▸ **ASSIGNED TASK**:
Each entry below is to be extracted exactly.

*** EXTRACTED DATA Section Begins ***

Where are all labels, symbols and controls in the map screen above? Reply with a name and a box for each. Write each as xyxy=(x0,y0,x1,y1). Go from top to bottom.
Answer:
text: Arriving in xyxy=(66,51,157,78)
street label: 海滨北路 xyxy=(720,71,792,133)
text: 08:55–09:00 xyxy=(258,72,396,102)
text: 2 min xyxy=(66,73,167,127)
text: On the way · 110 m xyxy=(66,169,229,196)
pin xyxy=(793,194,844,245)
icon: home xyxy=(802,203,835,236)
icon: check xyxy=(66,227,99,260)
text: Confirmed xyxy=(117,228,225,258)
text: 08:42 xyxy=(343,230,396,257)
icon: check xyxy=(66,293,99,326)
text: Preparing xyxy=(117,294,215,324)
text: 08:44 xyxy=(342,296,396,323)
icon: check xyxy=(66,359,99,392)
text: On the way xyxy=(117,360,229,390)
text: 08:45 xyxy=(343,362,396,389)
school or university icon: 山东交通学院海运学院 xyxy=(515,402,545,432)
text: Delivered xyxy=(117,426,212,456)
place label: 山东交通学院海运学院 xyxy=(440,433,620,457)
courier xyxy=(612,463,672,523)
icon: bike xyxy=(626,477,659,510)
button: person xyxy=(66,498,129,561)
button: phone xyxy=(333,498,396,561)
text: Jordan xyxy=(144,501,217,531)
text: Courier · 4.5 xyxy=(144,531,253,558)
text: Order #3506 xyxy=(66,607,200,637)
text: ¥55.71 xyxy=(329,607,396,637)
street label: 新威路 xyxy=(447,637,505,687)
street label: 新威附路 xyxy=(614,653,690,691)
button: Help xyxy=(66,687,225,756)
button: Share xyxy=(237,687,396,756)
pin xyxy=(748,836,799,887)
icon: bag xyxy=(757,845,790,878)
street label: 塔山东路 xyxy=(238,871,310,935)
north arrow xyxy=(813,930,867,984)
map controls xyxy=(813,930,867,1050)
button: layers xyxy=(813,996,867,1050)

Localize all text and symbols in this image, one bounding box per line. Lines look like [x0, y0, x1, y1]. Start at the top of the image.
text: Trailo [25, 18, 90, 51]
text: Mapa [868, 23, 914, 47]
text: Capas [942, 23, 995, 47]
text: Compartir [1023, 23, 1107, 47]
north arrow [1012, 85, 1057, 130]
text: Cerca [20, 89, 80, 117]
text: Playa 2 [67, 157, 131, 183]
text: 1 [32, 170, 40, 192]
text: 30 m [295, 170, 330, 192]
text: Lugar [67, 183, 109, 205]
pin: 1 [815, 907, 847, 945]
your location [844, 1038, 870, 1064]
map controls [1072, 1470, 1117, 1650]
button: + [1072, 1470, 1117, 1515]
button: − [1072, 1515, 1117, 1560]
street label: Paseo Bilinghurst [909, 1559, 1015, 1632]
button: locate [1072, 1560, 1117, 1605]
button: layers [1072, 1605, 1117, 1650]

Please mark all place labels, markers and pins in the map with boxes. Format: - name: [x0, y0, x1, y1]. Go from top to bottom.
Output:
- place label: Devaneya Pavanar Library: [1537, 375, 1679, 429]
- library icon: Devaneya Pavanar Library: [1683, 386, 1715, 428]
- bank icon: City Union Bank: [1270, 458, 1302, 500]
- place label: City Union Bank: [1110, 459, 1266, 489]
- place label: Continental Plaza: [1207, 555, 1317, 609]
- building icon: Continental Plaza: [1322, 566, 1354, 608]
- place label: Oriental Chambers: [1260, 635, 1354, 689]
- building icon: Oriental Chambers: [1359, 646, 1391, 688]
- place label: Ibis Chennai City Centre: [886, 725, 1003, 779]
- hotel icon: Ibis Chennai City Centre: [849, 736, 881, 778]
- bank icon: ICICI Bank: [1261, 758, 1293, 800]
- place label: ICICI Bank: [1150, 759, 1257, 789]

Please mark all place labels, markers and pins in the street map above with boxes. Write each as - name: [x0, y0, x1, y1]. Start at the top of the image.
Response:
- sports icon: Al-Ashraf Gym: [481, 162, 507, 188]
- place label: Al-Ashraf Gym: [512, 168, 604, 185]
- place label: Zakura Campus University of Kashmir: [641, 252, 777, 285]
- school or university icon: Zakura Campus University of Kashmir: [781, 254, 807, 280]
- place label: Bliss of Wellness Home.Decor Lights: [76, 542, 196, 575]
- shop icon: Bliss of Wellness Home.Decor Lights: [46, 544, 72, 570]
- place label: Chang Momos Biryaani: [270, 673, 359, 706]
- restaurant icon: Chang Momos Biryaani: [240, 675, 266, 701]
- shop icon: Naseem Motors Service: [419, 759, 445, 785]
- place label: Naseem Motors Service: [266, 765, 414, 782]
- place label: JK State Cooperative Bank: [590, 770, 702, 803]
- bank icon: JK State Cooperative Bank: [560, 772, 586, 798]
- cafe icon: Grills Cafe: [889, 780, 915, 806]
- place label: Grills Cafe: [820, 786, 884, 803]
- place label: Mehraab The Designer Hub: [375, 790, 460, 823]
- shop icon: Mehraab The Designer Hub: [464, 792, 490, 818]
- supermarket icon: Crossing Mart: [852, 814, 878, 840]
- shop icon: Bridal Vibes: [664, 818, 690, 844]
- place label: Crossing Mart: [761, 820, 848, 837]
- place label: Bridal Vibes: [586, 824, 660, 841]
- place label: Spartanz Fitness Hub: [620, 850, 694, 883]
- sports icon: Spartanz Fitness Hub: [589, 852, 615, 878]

*** EXTRACTED DATA Section Ends ***

▸ **YOUR RESPONSE**:
Where are all labels, symbols and controls in the map screen above? Reply with a name and a box for each. Write each as xyxy=(x0,y0,x1,y1). Go from top to bottom.
Answer:
text: Arriving in xyxy=(66,51,157,78)
street label: 海滨北路 xyxy=(720,71,792,133)
text: 08:55–09:00 xyxy=(258,72,396,102)
text: 2 min xyxy=(66,73,167,127)
text: On the way · 110 m xyxy=(66,169,229,196)
pin xyxy=(793,194,844,245)
icon: home xyxy=(802,203,835,236)
icon: check xyxy=(66,227,99,260)
text: Confirmed xyxy=(117,228,225,258)
text: 08:42 xyxy=(343,230,396,257)
icon: check xyxy=(66,293,99,326)
text: Preparing xyxy=(117,294,215,324)
text: 08:44 xyxy=(342,296,396,323)
icon: check xyxy=(66,359,99,392)
text: On the way xyxy=(117,360,229,390)
text: 08:45 xyxy=(343,362,396,389)
school or university icon: 山东交通学院海运学院 xyxy=(515,402,545,432)
text: Delivered xyxy=(117,426,212,456)
place label: 山东交通学院海运学院 xyxy=(440,433,620,457)
courier xyxy=(612,463,672,523)
icon: bike xyxy=(626,477,659,510)
button: person xyxy=(66,498,129,561)
button: phone xyxy=(333,498,396,561)
text: Jordan xyxy=(144,501,217,531)
text: Courier · 4.5 xyxy=(144,531,253,558)
text: Order #3506 xyxy=(66,607,200,637)
text: ¥55.71 xyxy=(329,607,396,637)
street label: 新威路 xyxy=(447,637,505,687)
street label: 新威附路 xyxy=(614,653,690,691)
button: Help xyxy=(66,687,225,756)
button: Share xyxy=(237,687,396,756)
pin xyxy=(748,836,799,887)
icon: bag xyxy=(757,845,790,878)
street label: 塔山东路 xyxy=(238,871,310,935)
north arrow xyxy=(813,930,867,984)
map controls xyxy=(813,930,867,1050)
button: layers xyxy=(813,996,867,1050)

Localize all text and symbols in this image, one bounding box per line. Lines look like [x0, y0, x1, y1]. Start at the top of the image.
text: Trailo [25, 18, 90, 51]
text: Mapa [868, 23, 914, 47]
text: Capas [942, 23, 995, 47]
text: Compartir [1023, 23, 1107, 47]
north arrow [1012, 85, 1057, 130]
text: Cerca [20, 89, 80, 117]
text: Playa 2 [67, 157, 131, 183]
text: 1 [32, 170, 40, 192]
text: 30 m [295, 170, 330, 192]
text: Lugar [67, 183, 109, 205]
pin: 1 [815, 907, 847, 945]
your location [844, 1038, 870, 1064]
map controls [1072, 1470, 1117, 1650]
button: + [1072, 1470, 1117, 1515]
button: − [1072, 1515, 1117, 1560]
street label: Paseo Bilinghurst [909, 1559, 1015, 1632]
button: locate [1072, 1560, 1117, 1605]
button: layers [1072, 1605, 1117, 1650]

Please mark all place labels, markers and pins in the map with boxes. Format: - name: [x0, y0, x1, y1]. Go from top to bottom.
Output:
- place label: Devaneya Pavanar Library: [1537, 375, 1679, 429]
- library icon: Devaneya Pavanar Library: [1683, 386, 1715, 428]
- bank icon: City Union Bank: [1270, 458, 1302, 500]
- place label: City Union Bank: [1110, 459, 1266, 489]
- place label: Continental Plaza: [1207, 555, 1317, 609]
- building icon: Continental Plaza: [1322, 566, 1354, 608]
- place label: Oriental Chambers: [1260, 635, 1354, 689]
- building icon: Oriental Chambers: [1359, 646, 1391, 688]
- place label: Ibis Chennai City Centre: [886, 725, 1003, 779]
- hotel icon: Ibis Chennai City Centre: [849, 736, 881, 778]
- bank icon: ICICI Bank: [1261, 758, 1293, 800]
- place label: ICICI Bank: [1150, 759, 1257, 789]

Please mark all place labels, markers and pins in the street map above with boxes. Write each as - name: [x0, y0, x1, y1]. Start at the top of the image.
Response:
- sports icon: Al-Ashraf Gym: [481, 162, 507, 188]
- place label: Al-Ashraf Gym: [512, 168, 604, 185]
- place label: Zakura Campus University of Kashmir: [641, 252, 777, 285]
- school or university icon: Zakura Campus University of Kashmir: [781, 254, 807, 280]
- place label: Bliss of Wellness Home.Decor Lights: [76, 542, 196, 575]
- shop icon: Bliss of Wellness Home.Decor Lights: [46, 544, 72, 570]
- place label: Chang Momos Biryaani: [270, 673, 359, 706]
- restaurant icon: Chang Momos Biryaani: [240, 675, 266, 701]
- shop icon: Naseem Motors Service: [419, 759, 445, 785]
- place label: Naseem Motors Service: [266, 765, 414, 782]
- place label: JK State Cooperative Bank: [590, 770, 702, 803]
- bank icon: JK State Cooperative Bank: [560, 772, 586, 798]
- cafe icon: Grills Cafe: [889, 780, 915, 806]
- place label: Grills Cafe: [820, 786, 884, 803]
- place label: Mehraab The Designer Hub: [375, 790, 460, 823]
- shop icon: Mehraab The Designer Hub: [464, 792, 490, 818]
- supermarket icon: Crossing Mart: [852, 814, 878, 840]
- shop icon: Bridal Vibes: [664, 818, 690, 844]
- place label: Crossing Mart: [761, 820, 848, 837]
- place label: Bridal Vibes: [586, 824, 660, 841]
- place label: Spartanz Fitness Hub: [620, 850, 694, 883]
- sports icon: Spartanz Fitness Hub: [589, 852, 615, 878]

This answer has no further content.